Extending the parser¶
Modules such as page3 extend the CSS 2.1 parser to add support for CSS 3 syntax. They do so by sub-classing css21.CSS21Parser and overriding/extending some of its methods. If fact, the parser is made of methods in a class (rather than a set of functions) solely to enable this kind of sub-classing.
tinycss is designed to enable you to have parser subclasses outside of tinycss, without monkey-patching. If however the syntax you added is for a W3C specification, consider including your subclass in a new tinycss module and send a pull request: see Hacking tinycss.
Example: star hack¶
The star hack uses invalid declarations that are only parsed by some versions of Internet Explorer. By default, tinycss ignores invalid declarations and logs an error.
>>> from tinycss.css21 import CSS21Parser
>>> css = '#elem { width: [W3C Model Width]; *width: [BorderBox Model]; }'
>>> stylesheet = CSS21Parser().parse_stylesheet(css)
>>> stylesheet.errors
[ParseError('Parse error at 1:35, expected a property name, got DELIM',)]
>>> [decl.name for decl in stylesheet.rules[0].declarations]
['width']
If for example a minifier based on tinycss wants to support the star hack, it can by extending the parser:
>>> class CSSStarHackParser(CSS21Parser):
... def parse_declaration(self, tokens):
... has_star_hack = (tokens[0].type == 'DELIM' and tokens[0].value == '*')
... if has_star_hack:
... tokens = tokens[1:]
... declaration = super(CSSStarHackParser, self).parse_declaration(tokens)
... declaration.has_star_hack = has_star_hack
... return declaration
...
>>> stylesheet = CSSStarHackParser().parse_stylesheet(css)
>>> stylesheet.errors
[]
>>> [(d.name, d.has_star_hack) for d in stylesheet.rules[0].declarations]

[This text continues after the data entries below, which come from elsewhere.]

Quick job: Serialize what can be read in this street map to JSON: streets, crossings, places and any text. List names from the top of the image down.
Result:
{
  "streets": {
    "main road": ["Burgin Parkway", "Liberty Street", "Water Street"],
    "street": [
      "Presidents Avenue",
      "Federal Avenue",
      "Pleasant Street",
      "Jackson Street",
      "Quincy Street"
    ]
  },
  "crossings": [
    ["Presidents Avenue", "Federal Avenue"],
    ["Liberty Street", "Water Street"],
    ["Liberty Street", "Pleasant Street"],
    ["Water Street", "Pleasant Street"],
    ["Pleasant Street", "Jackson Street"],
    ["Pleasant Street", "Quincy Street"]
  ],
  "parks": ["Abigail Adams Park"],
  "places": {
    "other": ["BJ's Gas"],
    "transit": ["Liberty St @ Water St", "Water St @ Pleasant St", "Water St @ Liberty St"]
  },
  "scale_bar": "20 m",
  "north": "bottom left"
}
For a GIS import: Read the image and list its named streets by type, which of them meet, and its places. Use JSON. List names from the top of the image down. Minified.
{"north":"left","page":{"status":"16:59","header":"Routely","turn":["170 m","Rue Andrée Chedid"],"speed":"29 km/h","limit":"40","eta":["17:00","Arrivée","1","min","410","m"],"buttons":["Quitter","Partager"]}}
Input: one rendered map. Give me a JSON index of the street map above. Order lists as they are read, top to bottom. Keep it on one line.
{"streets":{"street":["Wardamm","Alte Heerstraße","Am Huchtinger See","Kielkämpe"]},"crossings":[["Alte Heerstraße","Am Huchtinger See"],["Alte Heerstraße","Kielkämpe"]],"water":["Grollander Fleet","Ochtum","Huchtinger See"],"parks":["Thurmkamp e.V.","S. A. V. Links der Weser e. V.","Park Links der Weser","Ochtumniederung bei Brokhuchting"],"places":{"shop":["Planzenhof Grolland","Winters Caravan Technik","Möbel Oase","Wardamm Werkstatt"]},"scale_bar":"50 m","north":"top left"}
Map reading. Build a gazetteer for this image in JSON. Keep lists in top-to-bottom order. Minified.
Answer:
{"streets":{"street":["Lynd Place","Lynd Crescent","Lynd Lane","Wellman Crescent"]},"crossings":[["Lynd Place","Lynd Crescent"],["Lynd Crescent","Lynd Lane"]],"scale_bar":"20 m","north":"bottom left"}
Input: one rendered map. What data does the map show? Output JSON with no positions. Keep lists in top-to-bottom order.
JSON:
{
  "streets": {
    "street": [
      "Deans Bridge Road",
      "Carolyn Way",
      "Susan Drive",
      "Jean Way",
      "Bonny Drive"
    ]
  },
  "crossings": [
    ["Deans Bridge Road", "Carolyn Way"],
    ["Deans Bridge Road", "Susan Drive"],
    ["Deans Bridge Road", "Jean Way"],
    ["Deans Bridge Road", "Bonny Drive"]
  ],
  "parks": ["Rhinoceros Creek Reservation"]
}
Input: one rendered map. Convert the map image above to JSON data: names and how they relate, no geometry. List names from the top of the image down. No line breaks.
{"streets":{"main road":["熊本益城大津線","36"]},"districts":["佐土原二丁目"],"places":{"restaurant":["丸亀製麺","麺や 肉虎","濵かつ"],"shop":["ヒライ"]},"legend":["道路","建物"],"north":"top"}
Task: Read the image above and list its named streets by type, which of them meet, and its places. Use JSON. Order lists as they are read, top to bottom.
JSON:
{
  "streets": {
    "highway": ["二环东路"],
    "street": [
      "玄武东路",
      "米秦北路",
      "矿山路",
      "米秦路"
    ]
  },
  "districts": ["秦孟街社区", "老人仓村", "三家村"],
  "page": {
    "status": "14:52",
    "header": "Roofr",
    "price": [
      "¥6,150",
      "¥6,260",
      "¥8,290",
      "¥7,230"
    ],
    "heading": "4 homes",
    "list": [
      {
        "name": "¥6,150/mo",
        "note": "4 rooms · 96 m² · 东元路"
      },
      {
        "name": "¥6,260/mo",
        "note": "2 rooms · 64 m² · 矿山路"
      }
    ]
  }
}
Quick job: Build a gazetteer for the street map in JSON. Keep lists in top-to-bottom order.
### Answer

[('width', False), ('width', True)]
This class extends the parse_declaration() method. It removes any * delimeter Token at the start of a declaration, and adds a has_star_hack boolean attribute on parsed Declaration objects: True if a * was removed, False for “normal” declarations.
Parser methods¶
In addition to methods of the user API (see Parsing a stylesheet), here are the methods of the CSS 2.1 parser that can be overriden or extended:
- CSS21Parser.parse_rules(tokens, context)[source]¶
Parse a sequence of rules (rulesets and at-rules).
Parameters: - tokens – An iterable of tokens.
- context – Either 'stylesheet' or an at-keyword such as '@media'. (Most at-rules are only allowed in some contexts.)
Returns: A tuple of a list of parsed rules and a list of ParseError.
- CSS21Parser.read_at_rule(at_keyword_token, tokens)[source]¶
Read an at-rule from a token stream.
Parameters: - at_keyword_token – The ATKEYWORD token that starts this at-rule You may have read it already to distinguish the rule from a ruleset.
- tokens – An iterator of subsequent tokens. Will be consumed just enough for one at-rule.
Returns: An unparsed AtRule.
Raises : ParseError if the head is invalid for the core grammar. The body is not validated. See AtRule.
- CSS21Parser.parse_at_rule(rule, previous_rules, errors, context)[source]¶
Parse an at-rule.
Subclasses that override this method must use super() and pass its return value for at-rules they do not know.
In CSS 2.1, this method handles @charset, @import, @media and @page rules.
Parameters: - rule – An unparsed AtRule.
- previous_rules – The list of at-rules and rulesets that have been parsed so far in this context. This list can be used to decide if the current rule is valid. (For example, @import rules are only allowed before anything but a @charset rule.)
- context – Either 'stylesheet' or an at-keyword such as '@media'. (Most at-rules are only allowed in some contexts.)
Raises : ParseError if the rule is invalid.
Returns: A parsed at-rule
- CSS21Parser.parse_media(tokens)[source]¶
For CSS 2.1, parse a list of media types.
Media Queries are expected to override this.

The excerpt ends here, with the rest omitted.